== TASK DIRECTIONS ==
Only the lines of the data below from the one with "position:absolute; left:1936px; top:828px;" through the one with "display:block; font-size:49px; line-height:60px" are wanted. Repeat them exactly.

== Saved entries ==
******************************
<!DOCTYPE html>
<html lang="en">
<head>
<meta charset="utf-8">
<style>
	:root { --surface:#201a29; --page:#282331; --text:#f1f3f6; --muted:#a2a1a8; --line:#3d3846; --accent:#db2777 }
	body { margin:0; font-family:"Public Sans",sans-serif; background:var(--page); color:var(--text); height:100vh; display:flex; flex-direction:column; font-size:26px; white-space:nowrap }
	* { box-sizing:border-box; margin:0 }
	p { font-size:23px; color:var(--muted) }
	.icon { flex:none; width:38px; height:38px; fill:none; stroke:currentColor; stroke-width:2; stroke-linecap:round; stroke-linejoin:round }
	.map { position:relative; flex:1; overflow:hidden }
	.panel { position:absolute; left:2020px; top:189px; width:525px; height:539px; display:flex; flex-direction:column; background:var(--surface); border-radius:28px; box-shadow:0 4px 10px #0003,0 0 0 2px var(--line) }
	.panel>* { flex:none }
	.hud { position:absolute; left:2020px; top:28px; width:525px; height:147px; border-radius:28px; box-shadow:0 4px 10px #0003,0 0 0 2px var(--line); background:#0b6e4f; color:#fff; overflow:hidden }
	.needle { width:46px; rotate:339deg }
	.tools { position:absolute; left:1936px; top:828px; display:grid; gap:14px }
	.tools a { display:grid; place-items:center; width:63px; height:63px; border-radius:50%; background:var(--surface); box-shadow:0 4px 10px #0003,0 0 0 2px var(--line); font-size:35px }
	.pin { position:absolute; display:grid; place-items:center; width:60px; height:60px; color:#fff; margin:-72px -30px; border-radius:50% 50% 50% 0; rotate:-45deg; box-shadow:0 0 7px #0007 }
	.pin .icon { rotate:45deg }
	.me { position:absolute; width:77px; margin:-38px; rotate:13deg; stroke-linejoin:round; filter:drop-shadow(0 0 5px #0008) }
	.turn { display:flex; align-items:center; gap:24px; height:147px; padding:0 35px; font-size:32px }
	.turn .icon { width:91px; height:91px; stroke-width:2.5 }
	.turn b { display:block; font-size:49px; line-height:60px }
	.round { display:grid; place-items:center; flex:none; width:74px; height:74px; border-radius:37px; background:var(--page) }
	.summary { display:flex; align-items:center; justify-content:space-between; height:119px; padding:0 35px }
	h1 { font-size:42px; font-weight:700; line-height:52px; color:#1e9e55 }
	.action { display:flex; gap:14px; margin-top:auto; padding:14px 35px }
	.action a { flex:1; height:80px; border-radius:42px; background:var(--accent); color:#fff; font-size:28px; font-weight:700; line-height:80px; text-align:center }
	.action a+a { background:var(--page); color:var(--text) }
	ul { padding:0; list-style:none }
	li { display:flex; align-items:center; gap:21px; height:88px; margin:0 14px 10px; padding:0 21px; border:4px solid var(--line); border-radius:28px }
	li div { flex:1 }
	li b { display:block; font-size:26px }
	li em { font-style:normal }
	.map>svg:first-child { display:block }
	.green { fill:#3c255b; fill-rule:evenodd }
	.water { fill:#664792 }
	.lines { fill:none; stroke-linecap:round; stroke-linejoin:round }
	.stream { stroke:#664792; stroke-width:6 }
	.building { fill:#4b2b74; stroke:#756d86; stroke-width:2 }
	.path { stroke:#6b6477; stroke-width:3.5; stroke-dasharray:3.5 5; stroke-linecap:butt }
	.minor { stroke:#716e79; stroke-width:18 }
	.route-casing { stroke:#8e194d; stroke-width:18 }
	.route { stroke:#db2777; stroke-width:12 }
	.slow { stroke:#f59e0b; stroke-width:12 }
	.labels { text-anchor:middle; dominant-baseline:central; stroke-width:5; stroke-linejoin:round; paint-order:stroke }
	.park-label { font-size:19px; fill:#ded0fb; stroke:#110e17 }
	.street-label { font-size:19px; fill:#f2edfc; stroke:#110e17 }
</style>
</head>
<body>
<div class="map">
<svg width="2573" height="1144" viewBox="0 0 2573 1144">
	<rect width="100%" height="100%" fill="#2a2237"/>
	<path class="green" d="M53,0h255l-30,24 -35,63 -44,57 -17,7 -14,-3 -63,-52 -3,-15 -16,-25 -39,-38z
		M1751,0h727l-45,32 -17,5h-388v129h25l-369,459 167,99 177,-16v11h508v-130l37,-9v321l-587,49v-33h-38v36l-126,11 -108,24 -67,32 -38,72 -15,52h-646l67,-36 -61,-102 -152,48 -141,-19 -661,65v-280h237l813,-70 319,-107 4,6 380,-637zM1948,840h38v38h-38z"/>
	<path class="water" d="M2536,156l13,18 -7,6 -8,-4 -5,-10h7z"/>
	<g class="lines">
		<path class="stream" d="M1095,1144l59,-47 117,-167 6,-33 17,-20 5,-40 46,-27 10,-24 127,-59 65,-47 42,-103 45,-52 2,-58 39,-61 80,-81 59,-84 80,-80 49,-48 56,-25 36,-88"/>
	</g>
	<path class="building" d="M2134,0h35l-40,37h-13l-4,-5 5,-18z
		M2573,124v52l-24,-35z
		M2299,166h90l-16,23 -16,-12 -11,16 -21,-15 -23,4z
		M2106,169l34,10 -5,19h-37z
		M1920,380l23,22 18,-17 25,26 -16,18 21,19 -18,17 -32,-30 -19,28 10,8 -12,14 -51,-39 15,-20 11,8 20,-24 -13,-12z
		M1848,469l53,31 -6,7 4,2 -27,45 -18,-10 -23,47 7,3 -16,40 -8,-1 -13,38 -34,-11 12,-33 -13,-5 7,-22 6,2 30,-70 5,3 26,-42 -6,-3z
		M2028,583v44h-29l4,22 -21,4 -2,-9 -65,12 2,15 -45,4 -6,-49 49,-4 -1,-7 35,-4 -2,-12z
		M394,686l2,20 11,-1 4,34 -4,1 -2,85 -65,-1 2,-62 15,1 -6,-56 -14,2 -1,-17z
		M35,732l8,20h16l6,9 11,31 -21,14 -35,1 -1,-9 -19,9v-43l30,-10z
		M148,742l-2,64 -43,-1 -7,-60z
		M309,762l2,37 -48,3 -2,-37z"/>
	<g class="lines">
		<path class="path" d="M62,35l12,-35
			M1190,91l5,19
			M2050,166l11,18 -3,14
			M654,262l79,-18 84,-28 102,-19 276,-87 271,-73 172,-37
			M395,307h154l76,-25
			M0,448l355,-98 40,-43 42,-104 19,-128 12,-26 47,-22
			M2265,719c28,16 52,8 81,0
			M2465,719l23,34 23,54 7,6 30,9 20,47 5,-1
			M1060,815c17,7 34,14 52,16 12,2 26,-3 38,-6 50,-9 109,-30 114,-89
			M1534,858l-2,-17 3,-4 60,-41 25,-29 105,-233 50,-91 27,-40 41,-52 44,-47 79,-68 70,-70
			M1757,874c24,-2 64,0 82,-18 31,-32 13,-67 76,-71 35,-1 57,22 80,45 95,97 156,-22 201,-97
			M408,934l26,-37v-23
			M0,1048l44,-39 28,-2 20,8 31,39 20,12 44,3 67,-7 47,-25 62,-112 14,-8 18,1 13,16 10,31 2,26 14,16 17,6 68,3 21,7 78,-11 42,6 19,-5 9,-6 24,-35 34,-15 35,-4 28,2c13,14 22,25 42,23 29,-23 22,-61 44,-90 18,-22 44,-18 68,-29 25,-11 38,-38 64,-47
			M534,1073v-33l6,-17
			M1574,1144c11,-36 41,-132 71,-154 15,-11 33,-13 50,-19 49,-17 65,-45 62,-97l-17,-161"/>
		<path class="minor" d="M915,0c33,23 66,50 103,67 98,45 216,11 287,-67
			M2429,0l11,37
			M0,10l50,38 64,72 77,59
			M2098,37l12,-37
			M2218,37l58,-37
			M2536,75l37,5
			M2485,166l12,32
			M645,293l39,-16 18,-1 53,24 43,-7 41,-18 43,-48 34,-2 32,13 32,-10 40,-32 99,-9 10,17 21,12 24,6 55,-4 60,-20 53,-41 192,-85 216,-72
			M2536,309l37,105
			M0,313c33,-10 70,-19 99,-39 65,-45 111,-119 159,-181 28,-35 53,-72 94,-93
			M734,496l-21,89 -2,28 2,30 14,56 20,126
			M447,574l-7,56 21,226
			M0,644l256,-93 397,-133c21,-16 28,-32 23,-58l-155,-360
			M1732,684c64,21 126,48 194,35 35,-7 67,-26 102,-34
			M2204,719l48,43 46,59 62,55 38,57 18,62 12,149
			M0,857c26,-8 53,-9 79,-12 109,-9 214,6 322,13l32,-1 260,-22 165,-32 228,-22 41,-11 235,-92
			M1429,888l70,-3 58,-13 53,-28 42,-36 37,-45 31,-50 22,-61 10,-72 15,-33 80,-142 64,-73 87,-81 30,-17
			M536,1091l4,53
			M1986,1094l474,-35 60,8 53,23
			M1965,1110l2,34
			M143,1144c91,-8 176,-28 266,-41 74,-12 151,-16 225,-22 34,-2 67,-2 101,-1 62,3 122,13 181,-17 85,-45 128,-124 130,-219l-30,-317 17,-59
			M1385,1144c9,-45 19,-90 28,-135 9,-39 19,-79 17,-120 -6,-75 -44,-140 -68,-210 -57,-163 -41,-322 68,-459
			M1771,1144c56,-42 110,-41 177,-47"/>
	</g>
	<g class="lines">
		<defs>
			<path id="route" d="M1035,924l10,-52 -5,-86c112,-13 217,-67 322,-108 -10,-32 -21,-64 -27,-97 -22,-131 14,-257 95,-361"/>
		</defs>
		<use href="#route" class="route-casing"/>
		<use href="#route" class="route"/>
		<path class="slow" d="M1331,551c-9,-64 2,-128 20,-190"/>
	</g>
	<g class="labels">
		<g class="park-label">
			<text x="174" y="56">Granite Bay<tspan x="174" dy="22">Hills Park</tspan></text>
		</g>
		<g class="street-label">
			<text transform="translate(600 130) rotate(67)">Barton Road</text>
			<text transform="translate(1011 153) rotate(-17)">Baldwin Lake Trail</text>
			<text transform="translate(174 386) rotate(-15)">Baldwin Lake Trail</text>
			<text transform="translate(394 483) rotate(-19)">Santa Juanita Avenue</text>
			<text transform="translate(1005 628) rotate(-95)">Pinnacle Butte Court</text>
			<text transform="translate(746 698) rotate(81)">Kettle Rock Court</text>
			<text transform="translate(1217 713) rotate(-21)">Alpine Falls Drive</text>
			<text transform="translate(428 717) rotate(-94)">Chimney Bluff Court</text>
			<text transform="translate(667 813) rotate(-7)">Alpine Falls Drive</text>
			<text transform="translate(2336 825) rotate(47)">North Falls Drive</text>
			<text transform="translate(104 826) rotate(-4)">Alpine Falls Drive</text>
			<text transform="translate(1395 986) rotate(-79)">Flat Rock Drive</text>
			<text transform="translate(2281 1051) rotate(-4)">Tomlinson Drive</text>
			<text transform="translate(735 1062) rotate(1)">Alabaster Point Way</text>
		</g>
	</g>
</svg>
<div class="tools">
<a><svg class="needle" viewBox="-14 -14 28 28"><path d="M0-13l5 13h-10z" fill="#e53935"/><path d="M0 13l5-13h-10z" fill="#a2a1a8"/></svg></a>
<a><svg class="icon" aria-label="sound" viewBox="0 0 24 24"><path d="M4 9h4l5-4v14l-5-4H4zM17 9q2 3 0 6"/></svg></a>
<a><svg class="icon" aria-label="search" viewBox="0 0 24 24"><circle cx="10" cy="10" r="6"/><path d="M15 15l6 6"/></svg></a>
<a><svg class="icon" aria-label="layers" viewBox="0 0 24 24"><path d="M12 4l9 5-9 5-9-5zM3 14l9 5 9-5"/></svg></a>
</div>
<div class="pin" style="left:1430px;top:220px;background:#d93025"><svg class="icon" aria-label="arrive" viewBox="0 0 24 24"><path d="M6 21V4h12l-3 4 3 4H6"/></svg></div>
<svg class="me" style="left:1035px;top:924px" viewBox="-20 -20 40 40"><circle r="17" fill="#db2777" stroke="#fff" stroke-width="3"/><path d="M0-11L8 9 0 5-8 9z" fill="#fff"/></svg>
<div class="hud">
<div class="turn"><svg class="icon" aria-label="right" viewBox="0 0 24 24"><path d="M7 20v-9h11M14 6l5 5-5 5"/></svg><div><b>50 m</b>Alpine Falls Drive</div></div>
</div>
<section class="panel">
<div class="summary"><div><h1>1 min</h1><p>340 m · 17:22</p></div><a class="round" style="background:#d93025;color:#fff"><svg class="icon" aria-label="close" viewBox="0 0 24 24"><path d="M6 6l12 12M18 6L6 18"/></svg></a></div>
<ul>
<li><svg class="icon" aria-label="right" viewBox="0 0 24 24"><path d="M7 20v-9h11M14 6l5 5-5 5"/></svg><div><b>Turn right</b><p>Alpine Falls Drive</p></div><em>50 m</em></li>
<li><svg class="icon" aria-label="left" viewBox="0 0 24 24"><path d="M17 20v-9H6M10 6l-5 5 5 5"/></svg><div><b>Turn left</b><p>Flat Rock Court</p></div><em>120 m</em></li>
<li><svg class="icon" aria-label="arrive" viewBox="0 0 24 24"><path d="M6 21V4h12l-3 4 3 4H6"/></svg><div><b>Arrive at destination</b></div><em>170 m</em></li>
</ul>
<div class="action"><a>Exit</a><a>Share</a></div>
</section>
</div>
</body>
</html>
******************************
== ANSWER BOX ==
	.tools { position:absolute; left:1936px; top:828px; display:grid; gap:14px }
	.tools a { display:grid; place-items:center; width:63px; height:63px; border-radius:50%; background:var(--surface); box-shadow:0 4px 10px #0003,0 0 0 2px var(--line); font-size:35px }
	.pin { position:absolute; display:grid; place-items:center; width:60px; height:60px; color:#fff; margin:-72px -30px; border-radius:50% 50% 50% 0; rotate:-45deg; box-shadow:0 0 7px #0007 }
	.pin .icon { rotate:45deg }
	.me { position:absolute; width:77px; margin:-38px; rotate:13deg; stroke-linejoin:round; filter:drop-shadow(0 0 5px #0008) }
	.turn { display:flex; align-items:center; gap:24px; height:147px; padding:0 35px; font-size:32px }
	.turn .icon { width:91px; height:91px; stroke-width:2.5 }
	.turn b { display:block; font-size:49px; line-height:60px }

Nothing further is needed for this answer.